Related tags People's republic of china

Saudi and Dubai health authorities have issued warnings after separate incidences of toxicity in a range of shampoos on sale to the public.

The Saudi Food and Drug Authority has issued a warning over Rolana Baby Shampoo, while the Dubai Municipality has banned 17 imported shampoos found to contain the carcinogen Dioxane 1.4.

Locally manufactured Rolana brand shampoo was found to contain the bacteria serratia maracescens, which is thought to have made at least 13 babies sick and led to the death of one child, the authorities reported.

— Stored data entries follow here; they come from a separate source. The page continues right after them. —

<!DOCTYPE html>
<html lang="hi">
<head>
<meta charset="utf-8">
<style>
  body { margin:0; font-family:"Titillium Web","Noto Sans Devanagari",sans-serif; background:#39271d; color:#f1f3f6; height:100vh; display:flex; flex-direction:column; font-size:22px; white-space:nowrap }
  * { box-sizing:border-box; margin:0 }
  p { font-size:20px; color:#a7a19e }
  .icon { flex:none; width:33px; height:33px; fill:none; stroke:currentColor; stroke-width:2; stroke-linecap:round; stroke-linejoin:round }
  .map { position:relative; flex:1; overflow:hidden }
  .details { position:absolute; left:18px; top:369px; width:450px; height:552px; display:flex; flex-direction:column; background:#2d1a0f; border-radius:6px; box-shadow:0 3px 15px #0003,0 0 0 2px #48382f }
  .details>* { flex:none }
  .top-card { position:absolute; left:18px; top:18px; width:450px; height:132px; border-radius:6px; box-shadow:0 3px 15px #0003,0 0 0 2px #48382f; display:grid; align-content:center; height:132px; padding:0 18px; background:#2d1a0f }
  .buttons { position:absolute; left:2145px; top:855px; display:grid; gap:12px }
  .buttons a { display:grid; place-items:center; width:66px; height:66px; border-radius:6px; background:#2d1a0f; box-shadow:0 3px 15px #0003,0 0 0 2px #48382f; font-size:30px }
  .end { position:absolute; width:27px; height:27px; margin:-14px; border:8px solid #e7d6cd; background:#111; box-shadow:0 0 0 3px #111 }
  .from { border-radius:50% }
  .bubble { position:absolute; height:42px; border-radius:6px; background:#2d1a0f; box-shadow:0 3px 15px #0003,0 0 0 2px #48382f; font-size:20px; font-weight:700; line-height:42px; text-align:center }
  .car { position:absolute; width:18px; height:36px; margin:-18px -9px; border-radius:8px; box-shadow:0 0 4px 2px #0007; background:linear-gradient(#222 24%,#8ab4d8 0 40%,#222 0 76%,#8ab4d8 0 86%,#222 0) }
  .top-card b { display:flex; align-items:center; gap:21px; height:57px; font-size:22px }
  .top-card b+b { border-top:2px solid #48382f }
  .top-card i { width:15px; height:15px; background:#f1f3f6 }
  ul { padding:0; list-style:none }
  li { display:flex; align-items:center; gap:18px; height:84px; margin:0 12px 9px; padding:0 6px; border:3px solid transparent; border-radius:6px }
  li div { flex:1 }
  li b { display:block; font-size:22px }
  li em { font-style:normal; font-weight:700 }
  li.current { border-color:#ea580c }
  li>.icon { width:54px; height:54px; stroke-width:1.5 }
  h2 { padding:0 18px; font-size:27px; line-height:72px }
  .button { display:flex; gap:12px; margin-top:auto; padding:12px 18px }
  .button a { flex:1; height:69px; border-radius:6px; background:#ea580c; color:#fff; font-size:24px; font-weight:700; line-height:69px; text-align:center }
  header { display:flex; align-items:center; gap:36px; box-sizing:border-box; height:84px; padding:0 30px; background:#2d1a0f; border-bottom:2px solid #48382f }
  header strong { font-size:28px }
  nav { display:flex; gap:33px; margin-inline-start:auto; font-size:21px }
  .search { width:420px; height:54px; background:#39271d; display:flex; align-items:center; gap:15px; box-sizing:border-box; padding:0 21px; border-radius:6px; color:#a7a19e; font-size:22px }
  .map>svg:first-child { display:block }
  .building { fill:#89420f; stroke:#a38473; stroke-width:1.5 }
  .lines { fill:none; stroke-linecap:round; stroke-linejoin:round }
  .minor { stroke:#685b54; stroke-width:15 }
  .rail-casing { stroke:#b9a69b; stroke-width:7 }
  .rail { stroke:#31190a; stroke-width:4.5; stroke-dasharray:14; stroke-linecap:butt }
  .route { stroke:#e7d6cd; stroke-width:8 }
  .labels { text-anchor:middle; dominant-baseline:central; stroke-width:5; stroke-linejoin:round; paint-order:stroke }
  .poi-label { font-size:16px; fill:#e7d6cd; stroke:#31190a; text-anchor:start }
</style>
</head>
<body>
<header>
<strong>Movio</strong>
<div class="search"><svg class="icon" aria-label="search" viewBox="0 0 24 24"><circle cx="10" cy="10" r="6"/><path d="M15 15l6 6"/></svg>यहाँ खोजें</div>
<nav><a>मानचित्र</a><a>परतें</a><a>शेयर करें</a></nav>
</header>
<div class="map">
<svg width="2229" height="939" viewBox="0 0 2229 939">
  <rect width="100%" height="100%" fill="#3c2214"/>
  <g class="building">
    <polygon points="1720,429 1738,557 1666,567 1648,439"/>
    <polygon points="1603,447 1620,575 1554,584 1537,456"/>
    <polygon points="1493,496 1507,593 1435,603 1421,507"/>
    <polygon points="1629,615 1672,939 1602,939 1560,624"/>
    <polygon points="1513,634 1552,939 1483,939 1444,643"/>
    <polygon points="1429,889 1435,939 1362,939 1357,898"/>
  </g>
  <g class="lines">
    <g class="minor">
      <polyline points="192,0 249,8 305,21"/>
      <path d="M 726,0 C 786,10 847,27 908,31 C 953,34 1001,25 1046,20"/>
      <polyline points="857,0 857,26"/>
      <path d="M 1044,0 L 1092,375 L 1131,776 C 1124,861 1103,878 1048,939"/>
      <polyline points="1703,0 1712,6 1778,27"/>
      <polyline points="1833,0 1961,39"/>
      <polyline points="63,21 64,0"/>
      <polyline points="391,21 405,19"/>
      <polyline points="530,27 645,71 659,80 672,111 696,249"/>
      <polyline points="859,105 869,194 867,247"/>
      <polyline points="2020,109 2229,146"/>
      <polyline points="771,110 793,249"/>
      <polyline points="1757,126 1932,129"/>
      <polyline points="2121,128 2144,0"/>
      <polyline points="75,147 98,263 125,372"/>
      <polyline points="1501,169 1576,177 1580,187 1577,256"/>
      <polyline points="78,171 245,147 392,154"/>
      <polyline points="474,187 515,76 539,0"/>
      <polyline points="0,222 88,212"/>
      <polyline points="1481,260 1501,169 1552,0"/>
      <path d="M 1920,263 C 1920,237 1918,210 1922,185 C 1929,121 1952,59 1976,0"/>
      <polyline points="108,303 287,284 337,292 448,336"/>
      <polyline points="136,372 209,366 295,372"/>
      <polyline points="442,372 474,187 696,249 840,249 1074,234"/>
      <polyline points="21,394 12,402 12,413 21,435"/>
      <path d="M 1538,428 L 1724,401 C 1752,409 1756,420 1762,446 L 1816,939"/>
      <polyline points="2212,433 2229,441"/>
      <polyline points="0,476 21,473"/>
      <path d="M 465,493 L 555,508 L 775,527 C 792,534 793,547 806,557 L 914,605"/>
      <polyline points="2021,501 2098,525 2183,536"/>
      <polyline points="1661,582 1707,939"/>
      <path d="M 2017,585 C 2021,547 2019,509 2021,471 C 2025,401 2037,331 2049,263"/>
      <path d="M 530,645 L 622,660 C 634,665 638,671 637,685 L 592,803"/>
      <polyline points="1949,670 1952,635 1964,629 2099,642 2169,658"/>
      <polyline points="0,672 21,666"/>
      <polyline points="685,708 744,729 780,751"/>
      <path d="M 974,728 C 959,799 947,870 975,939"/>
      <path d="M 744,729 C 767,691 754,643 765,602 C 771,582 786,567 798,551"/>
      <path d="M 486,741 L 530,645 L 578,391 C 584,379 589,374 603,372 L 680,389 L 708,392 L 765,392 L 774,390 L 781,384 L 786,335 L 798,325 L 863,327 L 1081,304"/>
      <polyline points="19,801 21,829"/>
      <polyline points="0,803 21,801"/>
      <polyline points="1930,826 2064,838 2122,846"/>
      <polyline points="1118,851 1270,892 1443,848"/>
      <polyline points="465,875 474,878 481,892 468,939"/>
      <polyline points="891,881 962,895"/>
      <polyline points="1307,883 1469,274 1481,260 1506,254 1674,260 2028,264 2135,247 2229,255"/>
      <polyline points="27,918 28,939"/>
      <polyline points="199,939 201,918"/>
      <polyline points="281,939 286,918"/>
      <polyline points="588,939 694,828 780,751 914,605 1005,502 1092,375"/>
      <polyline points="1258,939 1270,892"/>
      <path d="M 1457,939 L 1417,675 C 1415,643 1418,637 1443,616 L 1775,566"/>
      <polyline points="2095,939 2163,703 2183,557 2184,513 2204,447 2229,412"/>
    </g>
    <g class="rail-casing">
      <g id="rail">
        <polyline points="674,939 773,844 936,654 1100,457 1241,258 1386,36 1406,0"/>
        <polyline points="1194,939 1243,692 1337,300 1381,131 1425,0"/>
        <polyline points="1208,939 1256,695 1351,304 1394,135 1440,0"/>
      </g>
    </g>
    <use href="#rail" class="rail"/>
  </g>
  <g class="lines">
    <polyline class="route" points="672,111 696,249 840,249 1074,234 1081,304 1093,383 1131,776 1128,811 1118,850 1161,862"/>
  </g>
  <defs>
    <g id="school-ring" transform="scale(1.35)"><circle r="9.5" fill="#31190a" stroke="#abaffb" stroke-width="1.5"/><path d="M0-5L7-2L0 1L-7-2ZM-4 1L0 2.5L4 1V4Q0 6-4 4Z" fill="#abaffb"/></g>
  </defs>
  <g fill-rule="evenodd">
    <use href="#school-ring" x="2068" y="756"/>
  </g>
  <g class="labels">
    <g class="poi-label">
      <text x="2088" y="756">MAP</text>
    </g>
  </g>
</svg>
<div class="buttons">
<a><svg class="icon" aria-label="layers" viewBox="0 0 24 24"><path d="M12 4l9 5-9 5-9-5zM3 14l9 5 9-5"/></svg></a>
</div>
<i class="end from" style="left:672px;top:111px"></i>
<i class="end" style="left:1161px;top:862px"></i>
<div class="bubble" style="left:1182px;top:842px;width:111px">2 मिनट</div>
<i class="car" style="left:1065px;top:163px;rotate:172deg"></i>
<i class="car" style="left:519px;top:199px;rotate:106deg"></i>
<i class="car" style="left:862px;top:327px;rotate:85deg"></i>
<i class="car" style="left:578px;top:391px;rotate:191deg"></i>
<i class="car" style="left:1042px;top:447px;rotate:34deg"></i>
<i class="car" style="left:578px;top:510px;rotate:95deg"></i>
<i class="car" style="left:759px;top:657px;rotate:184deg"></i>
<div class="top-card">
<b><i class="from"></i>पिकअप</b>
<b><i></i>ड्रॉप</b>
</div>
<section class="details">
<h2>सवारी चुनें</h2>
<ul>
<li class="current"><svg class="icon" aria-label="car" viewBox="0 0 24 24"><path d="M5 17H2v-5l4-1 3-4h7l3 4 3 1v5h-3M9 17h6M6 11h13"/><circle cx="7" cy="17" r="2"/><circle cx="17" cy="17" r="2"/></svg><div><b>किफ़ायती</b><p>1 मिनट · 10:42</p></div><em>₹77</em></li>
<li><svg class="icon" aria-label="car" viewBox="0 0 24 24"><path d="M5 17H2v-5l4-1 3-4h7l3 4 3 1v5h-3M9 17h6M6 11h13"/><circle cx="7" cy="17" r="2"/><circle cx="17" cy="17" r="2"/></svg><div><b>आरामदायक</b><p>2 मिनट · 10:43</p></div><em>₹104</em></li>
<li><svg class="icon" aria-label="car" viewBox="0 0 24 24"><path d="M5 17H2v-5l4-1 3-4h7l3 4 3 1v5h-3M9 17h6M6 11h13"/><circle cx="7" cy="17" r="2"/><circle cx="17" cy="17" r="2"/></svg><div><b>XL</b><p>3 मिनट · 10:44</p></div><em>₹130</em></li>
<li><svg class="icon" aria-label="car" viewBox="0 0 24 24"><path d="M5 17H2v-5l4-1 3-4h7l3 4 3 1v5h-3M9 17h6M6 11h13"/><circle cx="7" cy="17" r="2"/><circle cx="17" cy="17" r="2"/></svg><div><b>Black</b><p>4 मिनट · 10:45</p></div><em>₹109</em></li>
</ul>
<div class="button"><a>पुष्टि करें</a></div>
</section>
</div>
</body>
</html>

Bacteria that can lead to death

The bacteria can lead to a series of medical conditions, including urinary infections, meninjitus and toxemia, which can be fatal, particularly in young infants with underdeveloped immune systems.

Saudi authorities have asked anyone who has bought the shampoo to stop using it immediately, ‘until the source of the pollution is ascertained'.

According to medical staff at the King Abdulaziz University’ Medical college, where the infants have been treated, the pollution relates to a specific batch of shampoo, bearing the production number 46504058.

The company manufacturing the shampoo, Al-Hayat Factory, has denied any wrong-doing and said the shampoo has never been found to be polluted in the past.

Dubai authorities ban 17 shampoos

Meanwhile, Dubai Municipality says it has banned 17 shampoos produced by five different manufacturers from China, India and Iran because tests revealed the carcinogenic substance Dioxane 1.4, the TradeArab News Service reports.

The shampoo brands include Olive Essence, Ginseng Essence, Gornia, Eggs shampoos from China, as well as a number of Himalaya brand shampoos from India and a number of Sehat Herbal shampoos from Iran.

The authorities say they have taken all these shampoos off retail shelves in the municipality and have implemented steps to insure that all future imports are banned.

The presence of Dioxane 1.4 was discovered after routine lab tests on new consignments of the shampoo entering the municipality were found to contain the substance.